Souhegan Raspberry

This is earlier than the Doolittle, and is a very good Black Cap. It has no gray bloom, as some have, and looks well to the eye.

The Currant Borer

This pest of the cultivator of the Atlantic slope, the AEgeria tipuli-formis, we found, on our recent trip to the Pacific, to be worrying the growers in that district also.

Hale's Early Peach

This is regarded as the best of all the well-known early kinds for peach house culture in England. Besides its extra earli-ness, it is pronounced delicious.

Carolina Raspberry

This is the only white raspberry, of the American race, that seems worthy of culture. It is, of course, not so good as Brin-kle's Orange, or other light-colored kinds, of the foreign breed; but it is a very good, hardy kind for an amateur's garden.

Value Of Fruit Farms In Western N. Y

According to a correspondent of American Rural Home, a farm of 100 acres, in Orleans County, New York, was bought, by Mr. Packard, for $20,000. It had 50 acres of apple, 8 of peaches, 5 of quinces, and about 200 standard Bartlett pears.

Alexander Peach

We notice that this American variety is attracting attention in Italy.

Early Cluster Blackberry

Is one of the new introductions, which seems to have more than the usual number of intelligent endorsements.

The Best Pear And Apple

" F.," Washington, Pa., writes: "I am an amateur with a small garden, and want a few fruit trees to plant to get fruit to eat and not to sell. I don't care for enormous bearers, merely. I want, say, half a dozen apples and half a dozen pears, and I only care for one kind each. What would you recommend a new subscriber to plant? "
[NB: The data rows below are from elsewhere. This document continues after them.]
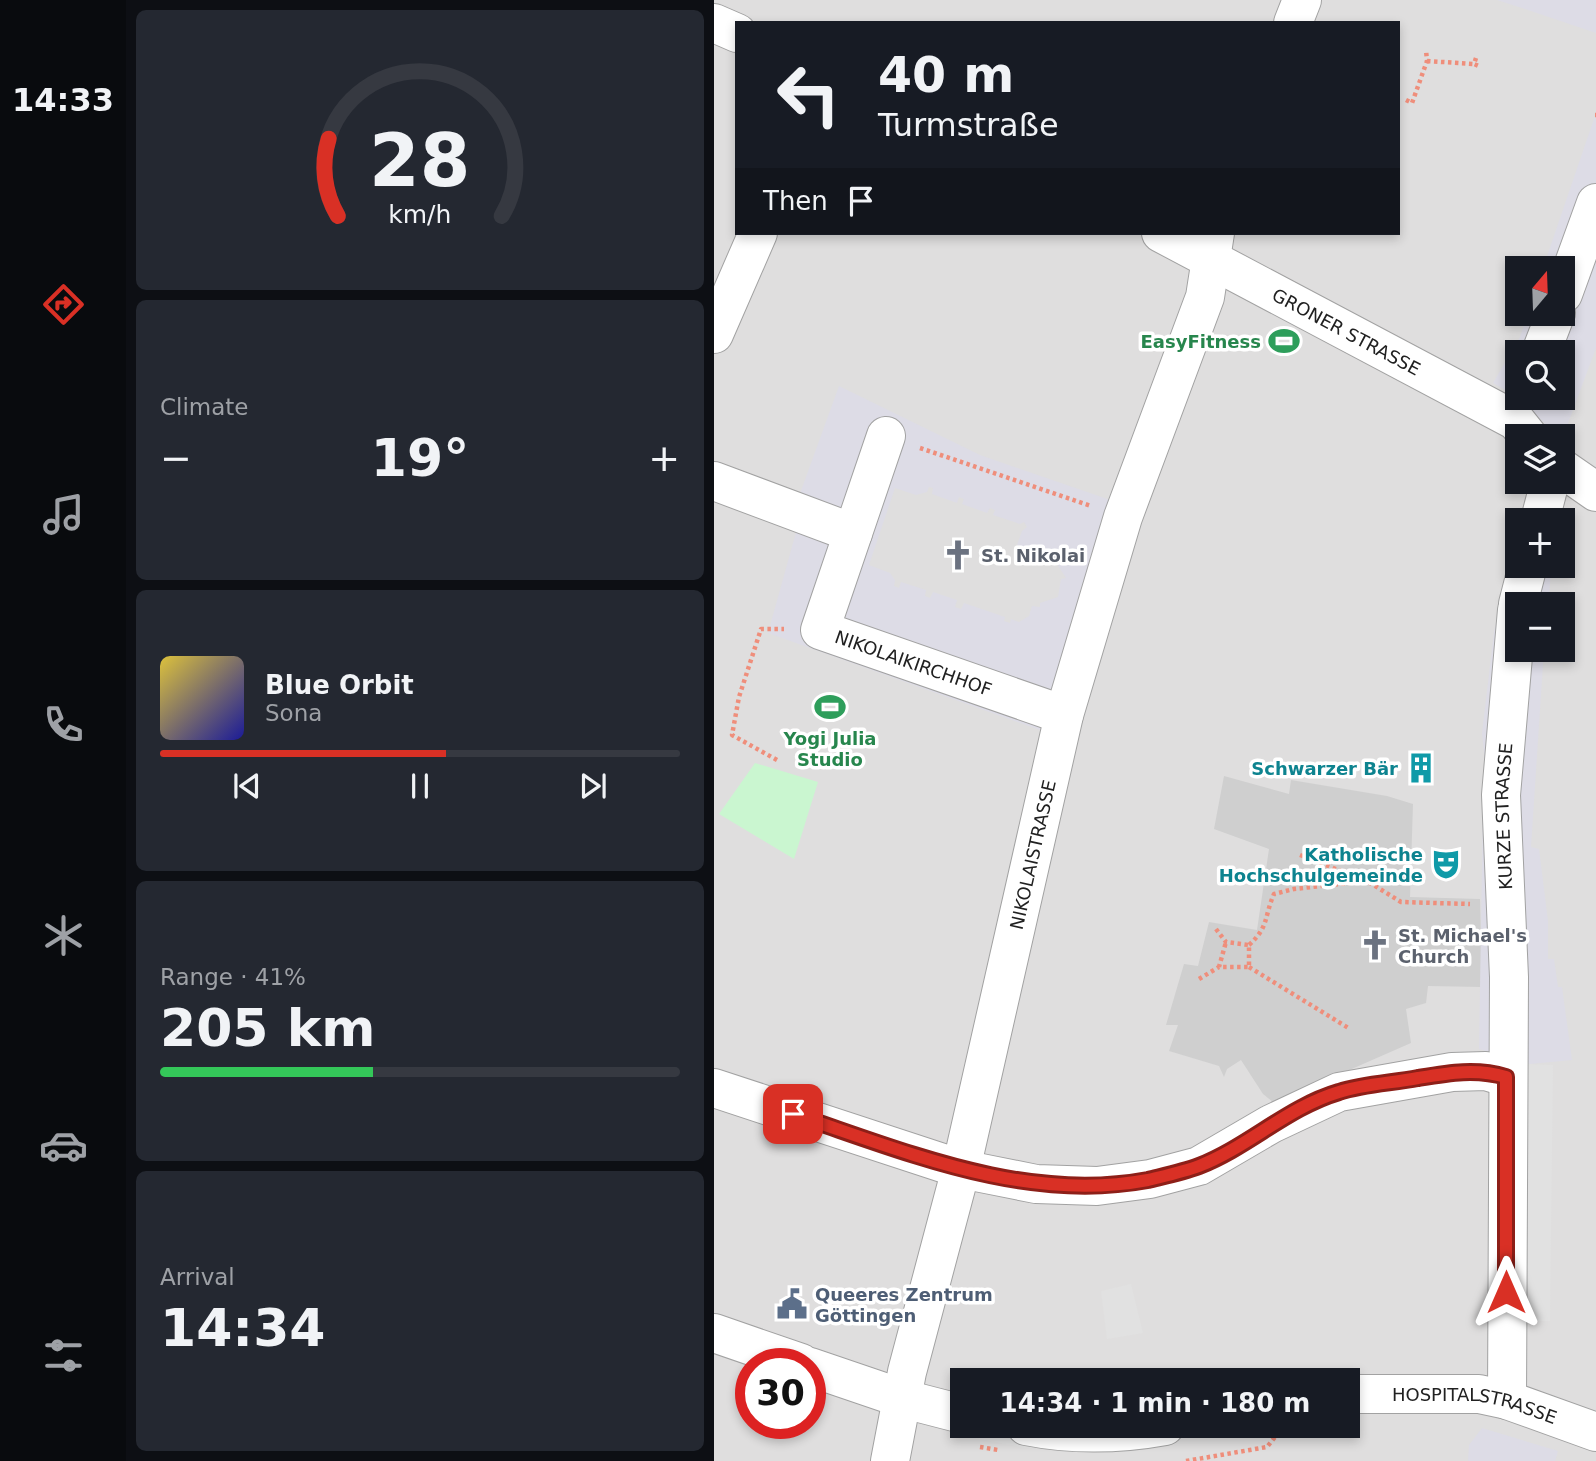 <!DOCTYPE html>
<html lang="en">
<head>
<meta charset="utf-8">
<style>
  body { margin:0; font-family:"DejaVu Sans",sans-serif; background:#242831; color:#f1f3f6; height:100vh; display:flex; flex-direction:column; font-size:26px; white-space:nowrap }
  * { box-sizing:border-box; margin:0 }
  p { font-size:23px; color:#9ea1a6 }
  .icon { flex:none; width:38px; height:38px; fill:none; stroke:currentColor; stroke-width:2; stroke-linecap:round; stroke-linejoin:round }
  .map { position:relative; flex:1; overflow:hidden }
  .panel { display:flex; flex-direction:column; gap:10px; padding:10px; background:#0d0f14; width:588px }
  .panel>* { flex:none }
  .hud { position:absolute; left:21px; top:21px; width:665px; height:214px; border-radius:0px; box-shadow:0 4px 10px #0003; background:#171b24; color:#f1f3f6; overflow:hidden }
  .needle { width:46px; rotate:19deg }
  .tools { position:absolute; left:791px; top:256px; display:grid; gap:14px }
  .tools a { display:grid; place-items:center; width:70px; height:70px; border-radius:0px; background:#171b24; box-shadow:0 4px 10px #0003; font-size:35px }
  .speed { position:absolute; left:21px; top:1348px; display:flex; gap:14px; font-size:35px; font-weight:700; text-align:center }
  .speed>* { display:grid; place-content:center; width:91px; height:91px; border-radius:50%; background:#171b24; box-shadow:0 4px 10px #0003; line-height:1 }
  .speed .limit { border:10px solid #d22; background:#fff; color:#111 }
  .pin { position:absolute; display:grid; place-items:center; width:60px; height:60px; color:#fff; margin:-30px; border-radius:14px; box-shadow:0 4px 10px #0006 }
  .me { position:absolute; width:77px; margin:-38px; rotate:0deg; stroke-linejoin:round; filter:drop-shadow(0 0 5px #0008) }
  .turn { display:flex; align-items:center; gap:24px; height:147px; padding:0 28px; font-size:32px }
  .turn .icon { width:91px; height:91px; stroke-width:2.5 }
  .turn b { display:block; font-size:49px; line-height:60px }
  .then { display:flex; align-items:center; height:66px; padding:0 28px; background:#0003; gap:14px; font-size:26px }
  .big { font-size:52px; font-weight:600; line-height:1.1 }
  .panel .card { flex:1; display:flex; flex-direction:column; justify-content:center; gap:10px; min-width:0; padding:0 24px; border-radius:10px; background:#242831 }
  .panel .dial { align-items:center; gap:0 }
  .dial svg { height:182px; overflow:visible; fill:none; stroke:#363941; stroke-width:7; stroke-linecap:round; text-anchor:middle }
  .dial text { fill:#f1f3f6; stroke:none }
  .song { display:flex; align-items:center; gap:21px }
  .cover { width:84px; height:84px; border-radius:10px; background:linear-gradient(135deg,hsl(50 70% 55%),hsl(240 70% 35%)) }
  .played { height:7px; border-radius:4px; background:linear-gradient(90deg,#d93025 55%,#363941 55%) }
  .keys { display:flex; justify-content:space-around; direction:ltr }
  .heat { display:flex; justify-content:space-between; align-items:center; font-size:38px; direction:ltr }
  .charge { height:10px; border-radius:5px; background:linear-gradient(90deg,#34c759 41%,#363941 0) }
  .trip { position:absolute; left:236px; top:1368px; width:410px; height:70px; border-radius:0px; background:#171b24; box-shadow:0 4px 10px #0003; font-weight:600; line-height:70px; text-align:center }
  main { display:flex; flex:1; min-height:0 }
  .dock { display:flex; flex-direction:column; width:126px; justify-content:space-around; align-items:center; background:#090b0e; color:#9ea1a6 }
  .dock .icon { width:49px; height:49px }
  .dock .selected { color:#d93025 }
  .dock b { font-size:32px; color:#f1f3f6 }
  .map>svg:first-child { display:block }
  .residential { fill:#dfdede; fill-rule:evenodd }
  .religious { fill:#cfcfcf }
  .park { fill:#caf6d0 }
  .parking { fill:#e1e1e1 }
  .plaza { fill:#dddce6; fill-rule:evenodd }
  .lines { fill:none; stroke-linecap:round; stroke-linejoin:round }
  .street-casing { stroke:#a2a2a2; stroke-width:40 }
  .path { stroke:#ef8e7b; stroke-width:4.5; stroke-dasharray:3.5 3.5; stroke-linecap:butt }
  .street { stroke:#fff; stroke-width:38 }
  .route-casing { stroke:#8d1f18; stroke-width:18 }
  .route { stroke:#d93025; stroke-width:12 }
  .labels { text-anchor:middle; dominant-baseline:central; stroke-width:7; stroke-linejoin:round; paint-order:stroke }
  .street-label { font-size:18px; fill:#212121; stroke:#fff }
  .leisure-label { font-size:18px; font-weight:bold; fill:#27864d; stroke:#fff; text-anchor:end }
  .worship-label { font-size:18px; font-weight:bold; fill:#5b616d; stroke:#fff; text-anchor:start }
  .culture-label { font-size:18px; font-weight:bold; fill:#0d838f; stroke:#fff; text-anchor:end }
  .service-label { font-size:18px; font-weight:bold; fill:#4e5e75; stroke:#fff; text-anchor:start }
</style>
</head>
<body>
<main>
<nav class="dock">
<b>14:33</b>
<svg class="icon selected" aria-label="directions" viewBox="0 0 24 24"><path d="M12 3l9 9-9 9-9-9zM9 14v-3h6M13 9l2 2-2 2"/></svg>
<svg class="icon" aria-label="music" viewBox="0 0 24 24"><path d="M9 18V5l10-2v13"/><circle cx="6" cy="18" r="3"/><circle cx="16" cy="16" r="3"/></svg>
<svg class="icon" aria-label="phone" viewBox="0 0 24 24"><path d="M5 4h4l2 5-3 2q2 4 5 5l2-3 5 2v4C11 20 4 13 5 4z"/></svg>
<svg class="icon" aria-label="climate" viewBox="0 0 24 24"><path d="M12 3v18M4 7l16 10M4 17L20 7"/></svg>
<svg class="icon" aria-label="car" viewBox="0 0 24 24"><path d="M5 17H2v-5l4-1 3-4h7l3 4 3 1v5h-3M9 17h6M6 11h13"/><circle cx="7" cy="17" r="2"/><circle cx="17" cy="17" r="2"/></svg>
<svg class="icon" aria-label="filters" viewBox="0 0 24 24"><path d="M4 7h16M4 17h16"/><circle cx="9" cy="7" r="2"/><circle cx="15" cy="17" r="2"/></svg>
</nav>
<section class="panel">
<div class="card dial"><svg viewBox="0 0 100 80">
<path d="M14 69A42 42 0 1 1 86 69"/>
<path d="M14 69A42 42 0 0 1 10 35" stroke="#d93025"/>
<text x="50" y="56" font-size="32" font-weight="700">28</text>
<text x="50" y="72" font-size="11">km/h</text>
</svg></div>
<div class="card"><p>Climate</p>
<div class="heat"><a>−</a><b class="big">19°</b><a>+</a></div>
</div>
<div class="card">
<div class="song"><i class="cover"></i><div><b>Blue Orbit</b><p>Sona</p></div></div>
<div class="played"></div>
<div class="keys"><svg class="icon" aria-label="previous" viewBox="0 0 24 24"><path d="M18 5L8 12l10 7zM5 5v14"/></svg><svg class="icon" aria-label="pause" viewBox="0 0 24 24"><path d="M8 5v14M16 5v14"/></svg><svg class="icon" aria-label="next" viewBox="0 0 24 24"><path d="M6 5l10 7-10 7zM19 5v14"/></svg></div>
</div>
<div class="card"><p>Range · 41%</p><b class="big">205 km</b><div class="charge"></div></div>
<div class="card"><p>Arrival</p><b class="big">14:34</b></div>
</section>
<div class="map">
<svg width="882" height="1461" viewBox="0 0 882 1461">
  <rect width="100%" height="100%" fill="#f0eee8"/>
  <path class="residential" d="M 0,0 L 882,0 L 882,1461 L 0,1461 ZM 23,23 L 684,23 L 684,233 L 23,233 ZM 803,268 L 849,268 L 849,313 L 803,313 ZM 803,352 L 849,352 L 849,397 L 803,397 ZM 803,436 L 849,436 L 849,481 L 803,481 ZM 803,520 L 849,520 L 849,565 L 803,565 ZM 803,604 L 849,604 L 849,649 L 803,649 ZM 37,1363 L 96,1363 L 96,1423 L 37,1423 ZM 248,1381 L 634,1381 L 634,1426 L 248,1426 Z"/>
  <path class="religious" d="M 510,776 L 575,794 L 577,780 L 673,796 L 699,804 L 696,897 L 766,899 L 768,987 L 714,986 L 712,1003 L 692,1009 L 697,1043 L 560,1103 L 549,1094 L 527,1060 L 513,1069 L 510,1077 L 505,1066 L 455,1051 L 464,1025 L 452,1025 L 470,964 L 484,966 L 495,922 L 543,930 L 555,849 L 500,829 Z"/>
  <path class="park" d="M 41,763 L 104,782 L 80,859 L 5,814 Z"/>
  <path class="parking" d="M 812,1064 L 839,1065 L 836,1321 L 809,1321 Z
    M 417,1284 L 429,1333 L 393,1339 L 387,1291 Z
    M 256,1426 L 315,1437 L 392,1441 L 393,1452 L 313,1448 L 254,1437 Z"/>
  <path class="plaza" d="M 783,0 L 882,0 L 882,33 L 811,9 Z
    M 882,113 L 882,348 L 850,434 L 855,446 L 849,436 L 844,436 L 803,397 L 849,397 L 849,352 L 803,352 L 803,397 L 779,383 L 806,337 L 814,313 L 849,313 L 849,268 L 829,268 Z
    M 125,386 L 266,455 L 402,502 L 326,730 L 54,633 L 84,525 L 84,499 ZM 215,487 L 219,488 L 218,494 L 243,503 L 245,497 L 250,499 L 248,504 L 273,513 L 276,508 L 281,510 L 279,515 L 306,524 L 310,522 L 313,527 L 308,531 L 303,545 L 315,549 L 317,545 L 323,547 L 321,551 L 342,557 L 341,561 L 352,578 L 347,579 L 344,597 L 326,603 L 326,607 L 318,606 L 315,616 L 305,622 L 297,619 L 296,623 L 290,621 L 291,617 L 250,603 L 247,609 L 241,607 L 243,600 L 219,592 L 216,598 L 211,596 L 212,590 L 187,582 L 185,588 L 180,586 L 181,580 L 176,573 L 155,565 L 181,488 L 202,495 L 213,492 Z
    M 803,543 L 803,565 L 838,565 L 834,604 L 803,604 L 803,649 L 830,649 L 817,847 L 825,849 L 834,921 L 834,959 L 840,959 L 844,987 L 848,987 L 858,1060 L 816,1064 L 765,1049 L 769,805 L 776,805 L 768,733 L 780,632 Z
    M 768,1428 L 844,1451 L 841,1461 L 754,1461 L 755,1445 Z"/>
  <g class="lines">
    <g class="street-casing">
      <g id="street">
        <path d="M 0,23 L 23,33"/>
        <path d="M 579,23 L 588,0"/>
        <path id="s1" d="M 447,233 L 802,421 L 814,436"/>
        <path d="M 849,294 L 882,203"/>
        <path d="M 0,334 L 44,233"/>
        <path d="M 827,352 L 842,313"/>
        <path id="s2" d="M 172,436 L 106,630 L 350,715"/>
        <path d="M 849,469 L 882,492"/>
        <path d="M 0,481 L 139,533"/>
        <path d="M 826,520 L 836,481"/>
        <path d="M 804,604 L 814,565"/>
        <path d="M 0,1088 L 247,1169 L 322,1184 L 383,1186 L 436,1179 L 485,1166 L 557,1124 L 625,1092 L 738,1072 L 772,1071 L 792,1077"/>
        <path d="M 0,1333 L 87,1363"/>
        <path d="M 96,1367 L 190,1399 L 248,1414"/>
        <path id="s3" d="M 634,1394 L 765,1394 L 793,1400 L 882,1432"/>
        <path id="s4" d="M 793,1400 L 795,977 L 787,795 L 803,610"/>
        <path d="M 312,1426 C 357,1435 407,1434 451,1426"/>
        <path id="s5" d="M 176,1461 L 193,1372 L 247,1169 L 350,715 L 409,517 L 491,297 L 501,233"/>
      </g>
    </g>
    <path class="path" d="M 762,58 L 760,64 L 767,67
      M 713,61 L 760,64
      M 692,100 L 698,103 L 713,61 L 712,50
      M 881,115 L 882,115
      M 206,448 L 377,506
      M 63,760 L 18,735 L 25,697 L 47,629 L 70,629
      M 586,855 L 650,880
      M 502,929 L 512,942 L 535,945 L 535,967 L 505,967 L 512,942
      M 535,945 C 555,927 550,917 560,894 L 580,889 L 653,881 L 687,902 L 756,904
      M 535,967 L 636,1029
      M 485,979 L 505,967
      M 539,1426 L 560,1431 L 591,1426
      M 485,1432 L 511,1426
      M 266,1447 L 284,1450
      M 472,1461 L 553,1447 L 561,1437 L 559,1426"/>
    <use href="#street" class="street"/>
  </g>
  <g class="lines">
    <g class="route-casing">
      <path id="route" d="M 79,1114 C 193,1152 311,1203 434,1180 C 450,1176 469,1172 485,1166 C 534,1147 574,1107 625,1092 C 650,1084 678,1083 704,1078 C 734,1073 762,1068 792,1077 L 792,1292"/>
    </g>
    <use href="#route" class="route"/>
  </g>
  <defs>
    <g id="stadium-bare" transform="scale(2.415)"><path d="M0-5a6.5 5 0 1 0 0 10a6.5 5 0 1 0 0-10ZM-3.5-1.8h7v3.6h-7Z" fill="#2e9e5b" stroke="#fff" stroke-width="2.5" paint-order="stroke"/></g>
    <g id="church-bare" transform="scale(2.415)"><path d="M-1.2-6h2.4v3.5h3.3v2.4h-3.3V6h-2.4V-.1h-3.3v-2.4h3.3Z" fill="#6b7280" stroke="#fff" stroke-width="2.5" paint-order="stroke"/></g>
    <g id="building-bare" transform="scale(2.415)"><path d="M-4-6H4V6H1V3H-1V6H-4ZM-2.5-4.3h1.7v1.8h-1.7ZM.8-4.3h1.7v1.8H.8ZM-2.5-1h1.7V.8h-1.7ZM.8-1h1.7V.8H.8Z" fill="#0f9aa8" stroke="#fff" stroke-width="2.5" paint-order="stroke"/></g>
    <g id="theatre-bare" transform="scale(2.415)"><path d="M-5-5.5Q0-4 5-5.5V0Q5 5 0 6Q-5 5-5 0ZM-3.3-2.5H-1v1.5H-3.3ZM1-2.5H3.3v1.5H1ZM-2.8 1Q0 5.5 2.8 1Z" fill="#0f9aa8" stroke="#fff" stroke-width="2.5" paint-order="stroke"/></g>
    <g id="civic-bare" transform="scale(2.415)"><path d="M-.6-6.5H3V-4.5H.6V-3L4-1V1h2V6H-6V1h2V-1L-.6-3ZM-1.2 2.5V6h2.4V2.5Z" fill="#5c6f8a" stroke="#fff" stroke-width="2.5" paint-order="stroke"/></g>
  </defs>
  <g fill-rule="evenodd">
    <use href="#stadium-bare" x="570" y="341"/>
    <use href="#church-bare" x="244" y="555"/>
    <use href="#stadium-bare" x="116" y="707"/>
    <use href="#building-bare" x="707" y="768"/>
    <use href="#theatre-bare" x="732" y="864"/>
    <use href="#church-bare" x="661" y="945"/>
    <use href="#civic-bare" x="78" y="1304"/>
  </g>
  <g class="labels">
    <g class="street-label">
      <text stroke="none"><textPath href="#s1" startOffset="210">GRONER STRASSE</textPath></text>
      <text stroke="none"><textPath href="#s2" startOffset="304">NIKOLAIKIRCHHOF</textPath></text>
      <text stroke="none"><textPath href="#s4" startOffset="584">KURZE STRASSE</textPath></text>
      <text stroke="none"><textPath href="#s5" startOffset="623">NIKOLAISTRASSE</textPath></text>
      <text stroke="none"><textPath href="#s3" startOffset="128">HOSPITALSTRASSE</textPath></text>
    </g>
    <g class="leisure-label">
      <text x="547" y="341">EasyFitness</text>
      <text x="116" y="738" text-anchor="middle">Yogi Julia<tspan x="116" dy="21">Studio</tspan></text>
    </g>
    <g class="worship-label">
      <text x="267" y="555">St. Nikolai</text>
      <text x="684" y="935">St. Michael's<tspan x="684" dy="21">Church</tspan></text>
    </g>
    <g class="culture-label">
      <text x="684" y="768">Schwarzer Bär</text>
      <text x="709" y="854">Katholische<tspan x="709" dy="21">Hochschulgemeinde</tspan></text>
    </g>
    <g class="service-label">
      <text x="101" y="1294">Queeres Zentrum<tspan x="101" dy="21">Göttingen</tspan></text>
    </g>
  </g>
</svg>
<div class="tools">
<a><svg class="needle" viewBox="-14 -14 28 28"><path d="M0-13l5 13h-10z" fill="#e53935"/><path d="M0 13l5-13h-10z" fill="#9ea1a6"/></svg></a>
<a><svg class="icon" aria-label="search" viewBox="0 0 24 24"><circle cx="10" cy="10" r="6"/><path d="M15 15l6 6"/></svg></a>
<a><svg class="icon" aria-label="layers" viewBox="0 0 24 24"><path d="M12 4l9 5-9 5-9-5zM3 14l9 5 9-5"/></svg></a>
<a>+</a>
<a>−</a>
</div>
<div class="speed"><div class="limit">30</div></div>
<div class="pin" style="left:79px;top:1114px;background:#d93025"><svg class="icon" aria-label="arrive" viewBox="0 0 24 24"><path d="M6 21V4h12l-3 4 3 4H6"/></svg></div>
<svg class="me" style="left:792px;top:1292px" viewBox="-20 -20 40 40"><path d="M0-17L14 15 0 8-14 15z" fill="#d93025" stroke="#fff" stroke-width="4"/></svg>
<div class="trip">14:34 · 1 min · 180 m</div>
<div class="hud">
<div class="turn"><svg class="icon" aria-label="left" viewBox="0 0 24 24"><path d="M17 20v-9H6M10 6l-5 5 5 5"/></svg><div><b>40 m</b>Turmstraße</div></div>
<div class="then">Then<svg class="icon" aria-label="arrive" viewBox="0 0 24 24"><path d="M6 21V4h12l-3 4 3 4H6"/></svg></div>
</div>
</div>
</main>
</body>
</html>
[The Seckel pear and the Smokehouse apple. - Ed. G. M.]

The Latest From Timber-Land

The period now fixed by a prominent forestry essayist for the " utter disappearance of every stick of American timber," is now placed at seven years. He is not so liberal as old Ben Franklin. If we remember correctly he put the period at twenty years.

A Large Tulip Tree

A specimen cut down in Cayuga county, near Cayuga Lake, according to a correspondent of the Country Gentleman, measured 6 feet across and was 124 feet high. Another was 6 feet 4 inches, cut some time since.

Podophyllum In Formosa

Dr. Hance records in the Journal of Botany the existence of a species of this genus in the island of Formosa. Previously botanists knew only of the common North American species and of the Himalayan one, P. Emodi (see Gardeners' Chronicle, p. 241, vol. xviii.), which has also lately been discovered in the province of Kansu. The discovery of a new species in Formosa (P. pleianthum) might have been anticipated. - Gardeners Chronicle.